═════ The data ═════

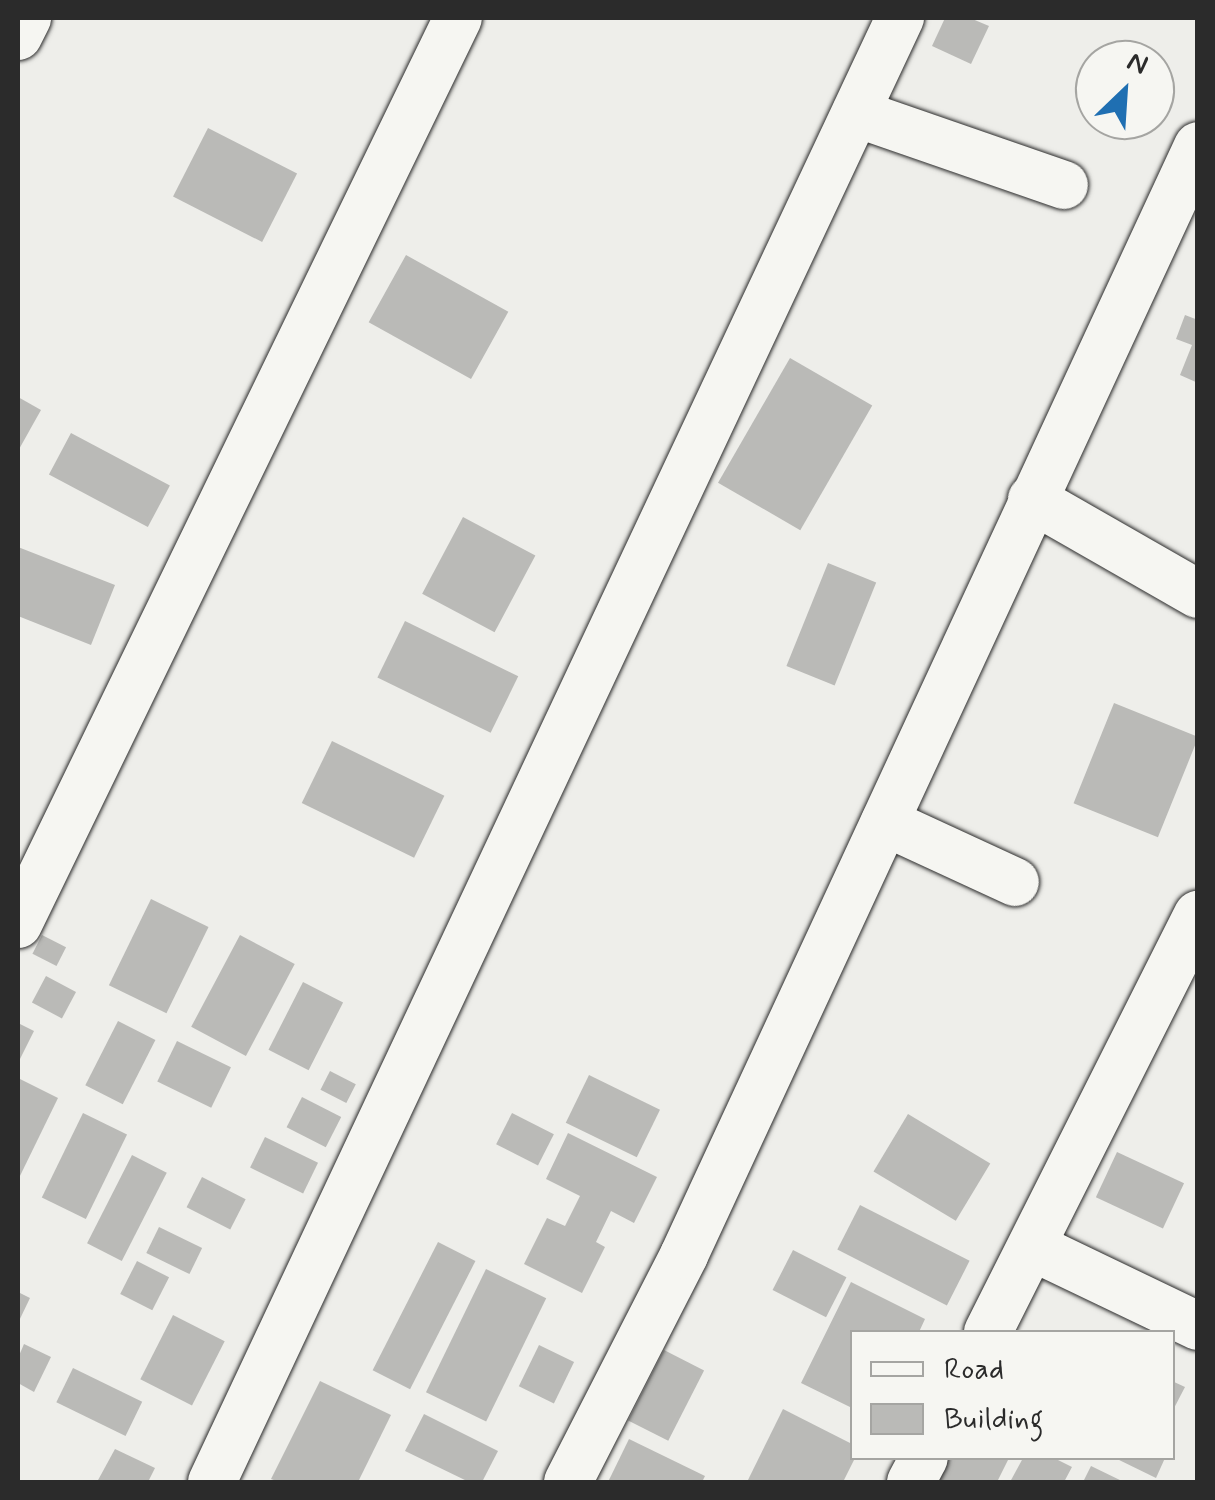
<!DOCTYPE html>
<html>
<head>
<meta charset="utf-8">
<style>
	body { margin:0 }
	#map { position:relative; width:1215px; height:1500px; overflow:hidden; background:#eeeeea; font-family:Mynerve,sans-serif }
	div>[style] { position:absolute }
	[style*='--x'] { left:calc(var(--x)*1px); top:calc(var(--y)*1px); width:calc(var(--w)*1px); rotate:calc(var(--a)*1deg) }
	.building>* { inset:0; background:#babab7; transform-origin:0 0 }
	.roads { filter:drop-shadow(0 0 2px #2b2b2b) drop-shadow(0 0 2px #2b2b2b) }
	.minor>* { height:48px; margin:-24px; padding:0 24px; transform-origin:24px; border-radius:24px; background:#f6f6f2 }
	span { translate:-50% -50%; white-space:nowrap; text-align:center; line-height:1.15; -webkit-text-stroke:10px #f6f6f2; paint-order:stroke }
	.frame { position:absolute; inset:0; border:20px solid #2b2b2b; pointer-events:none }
	.legend { position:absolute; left:850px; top:1330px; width:325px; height:130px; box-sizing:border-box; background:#f6f6f2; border:2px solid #a5a5a2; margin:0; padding:12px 18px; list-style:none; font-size:30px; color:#2b2b2b }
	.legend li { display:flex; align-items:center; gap:20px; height:50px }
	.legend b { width:50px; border:2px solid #a5a5a2 }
	.north { position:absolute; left:1075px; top:40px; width:100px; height:100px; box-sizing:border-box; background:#f6f6f2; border:2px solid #a5a5a2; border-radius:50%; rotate:25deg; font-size:28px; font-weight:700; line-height:40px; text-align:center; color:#2b2b2b }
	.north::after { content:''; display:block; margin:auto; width:35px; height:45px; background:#1f6fb2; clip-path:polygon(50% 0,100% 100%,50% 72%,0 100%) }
</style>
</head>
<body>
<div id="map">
	<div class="building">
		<div style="clip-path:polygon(945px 18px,970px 18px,989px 26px,971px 64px,932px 46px)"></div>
		<div style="left:208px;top:128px;width:100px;height:77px;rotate:27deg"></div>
		<div style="left:406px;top:255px;width:117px;height:77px;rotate:29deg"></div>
		<div style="clip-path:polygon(1185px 315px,1198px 320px,1198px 383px,1180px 375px,1192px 345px,1176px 339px)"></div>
		<div style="left:790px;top:358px;width:95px;height:144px;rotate:30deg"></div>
		<div style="clip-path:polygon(18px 397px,41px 410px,18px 451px)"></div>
		<div style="left:71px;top:433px;width:112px;height:47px;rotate:28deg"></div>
		<div style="left:463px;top:517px;width:82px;height:87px;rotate:28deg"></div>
		<div style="clip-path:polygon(18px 547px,115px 585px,91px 645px,18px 616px)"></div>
		<div style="left:828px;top:563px;width:52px;height:111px;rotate:22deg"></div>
		<div style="left:405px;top:621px;width:126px;height:63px;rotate:26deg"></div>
		<div style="left:1114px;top:703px;width:91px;height:108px;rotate:22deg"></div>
		<div style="left:332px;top:741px;width:125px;height:69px;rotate:26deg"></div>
		<div style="left:151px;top:899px;width:64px;height:96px;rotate:26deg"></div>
		<div style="left:42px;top:935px;width:27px;height:21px;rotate:27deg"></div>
		<div style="left:240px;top:935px;width:62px;height:104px;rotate:28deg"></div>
		<div style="left:46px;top:976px;width:34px;height:30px;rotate:28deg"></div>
		<div style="left:303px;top:982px;width:45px;height:76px;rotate:27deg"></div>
		<div style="left:118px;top:1021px;width:42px;height:72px;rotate:27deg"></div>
		<div style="clip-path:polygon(18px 1023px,34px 1031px,18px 1063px)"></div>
		<div style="left:177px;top:1041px;width:60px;height:45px;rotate:26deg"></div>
		<div style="left:330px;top:1071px;width:29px;height:21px;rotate:27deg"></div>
		<div style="left:589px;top:1075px;width:79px;height:53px;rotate:26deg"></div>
		<div style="clip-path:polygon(18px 1078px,58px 1098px,18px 1180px)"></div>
		<div style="left:302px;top:1097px;width:44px;height:34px;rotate:27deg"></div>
		<div style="left:83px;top:1113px;width:49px;height:94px;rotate:26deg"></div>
		<div style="left:512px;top:1113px;width:47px;height:35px;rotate:27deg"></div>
		<div style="left:908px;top:1114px;width:96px;height:67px;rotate:31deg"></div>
		<div style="clip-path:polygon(568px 1133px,657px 1177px,634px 1223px,611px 1211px,596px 1242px,605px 1247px,582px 1293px,524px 1264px,547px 1218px,565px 1226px,580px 1196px,546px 1179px)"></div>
		<div style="left:265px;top:1137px;width:59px;height:34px;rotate:26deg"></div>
		<div style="left:1117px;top:1152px;width:74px;height:50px;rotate:25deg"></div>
		<div style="left:132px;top:1155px;width:39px;height:99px;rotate:27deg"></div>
		<div style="left:202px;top:1177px;width:49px;height:34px;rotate:27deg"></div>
		<div style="left:860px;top:1205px;width:123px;height:50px;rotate:27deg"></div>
		<div style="left:159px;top:1227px;width:48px;height:29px;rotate:26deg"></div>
		<div style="left:438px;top:1242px;width:42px;height:144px;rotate:27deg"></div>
		<div style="left:793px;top:1250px;width:60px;height:45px;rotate:27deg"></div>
		<div style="left:137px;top:1261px;width:36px;height:37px;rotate:27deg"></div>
		<div style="left:486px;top:1269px;width:67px;height:137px;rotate:26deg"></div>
		<div style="clip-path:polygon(851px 1282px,925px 1319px,919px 1332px,852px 1332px,852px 1408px,801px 1383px)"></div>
		<div style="clip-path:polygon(18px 1292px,30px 1298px,18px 1323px)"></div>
		<div style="left:173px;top:1315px;width:58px;height:72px;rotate:27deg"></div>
		<div style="clip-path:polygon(24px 1344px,51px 1357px,34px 1392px,18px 1383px,18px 1358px)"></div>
		<div style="left:539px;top:1345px;width:39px;height:46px;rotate:26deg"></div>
		<div style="left:664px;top:1350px;width:45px;height:79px;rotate:27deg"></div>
		<div style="left:73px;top:1368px;width:77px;height:38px;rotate:26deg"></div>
		<div style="clip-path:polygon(320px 1381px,391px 1415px,358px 1482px,279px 1482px,271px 1479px)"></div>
		<div style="clip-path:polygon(1172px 1381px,1185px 1387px,1172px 1412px)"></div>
		<div style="clip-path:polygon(783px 1409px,852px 1444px,855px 1458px,843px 1482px,747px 1482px)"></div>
		<div style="clip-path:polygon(424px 1414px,498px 1451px,482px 1482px,469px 1482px,405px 1451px)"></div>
		<div style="clip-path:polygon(629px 1439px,705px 1476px,702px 1482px,608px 1482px)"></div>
		<div style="clip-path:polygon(115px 1449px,155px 1468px,148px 1482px,97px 1482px)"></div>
		<div style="clip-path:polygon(946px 1458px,1009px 1458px,997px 1482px,934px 1482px)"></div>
		<div style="clip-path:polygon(1023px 1458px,1054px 1458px,1072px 1467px,1064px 1482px,1010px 1482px)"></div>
		<div style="clip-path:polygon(1115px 1458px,1165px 1458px,1156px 1478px)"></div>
		<div style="clip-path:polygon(1091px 1466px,1124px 1482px,1083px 1482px)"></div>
	</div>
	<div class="roads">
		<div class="minor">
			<div style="--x:18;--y:36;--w:20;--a:-63"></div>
			<div style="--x:856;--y:113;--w:220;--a:19.1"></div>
			<div style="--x:1032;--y:499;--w:191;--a:29.8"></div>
			<div style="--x:885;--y:822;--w:143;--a:24.8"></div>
			<div style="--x:18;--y:924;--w:1007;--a:-64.1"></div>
			<div style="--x:1033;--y:1247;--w:183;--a:25.6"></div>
			<div style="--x:988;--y:1332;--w:467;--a:-63.3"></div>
			<div style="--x:212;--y:1482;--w:1618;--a:-64.83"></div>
			<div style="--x:568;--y:1482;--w:255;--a:-62.9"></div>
			<div style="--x:684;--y:1255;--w:1222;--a:-65.13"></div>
			<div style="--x:911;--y:1482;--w:27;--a:-62"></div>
		</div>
	</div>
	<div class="frame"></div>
	<ul class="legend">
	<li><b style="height:12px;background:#f6f6f2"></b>Road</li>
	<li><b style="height:28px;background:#babab7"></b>Building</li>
	</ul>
	<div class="north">N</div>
</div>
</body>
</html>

═════

**Task to carry out**
In the entries above, find the line holding "inset:0; background:#babab7; transform-origin:0" and the line holding "display:flex; align-items:center; gap:20px;"; print both of them and every line between, exactly, and nothing else.

**Expected answer**
	.building>* { inset:0; background:#babab7; transform-origin:0 0 }
	.roads { filter:drop-shadow(0 0 2px #2b2b2b) drop-shadow(0 0 2px #2b2b2b) }
	.minor>* { height:48px; margin:-24px; padding:0 24px; transform-origin:24px; border-radius:24px; background:#f6f6f2 }
	span { translate:-50% -50%; white-space:nowrap; text-align:center; line-height:1.15; -webkit-text-stroke:10px #f6f6f2; paint-order:stroke }
	.frame { position:absolute; inset:0; border:20px solid #2b2b2b; pointer-events:none }
	.legend { position:absolute; left:850px; top:1330px; width:325px; height:130px; box-sizing:border-box; background:#f6f6f2; border:2px solid #a5a5a2; margin:0; padding:12px 18px; list-style:none; font-size:30px; color:#2b2b2b }
	.legend li { display:flex; align-items:center; gap:20px; height:50px }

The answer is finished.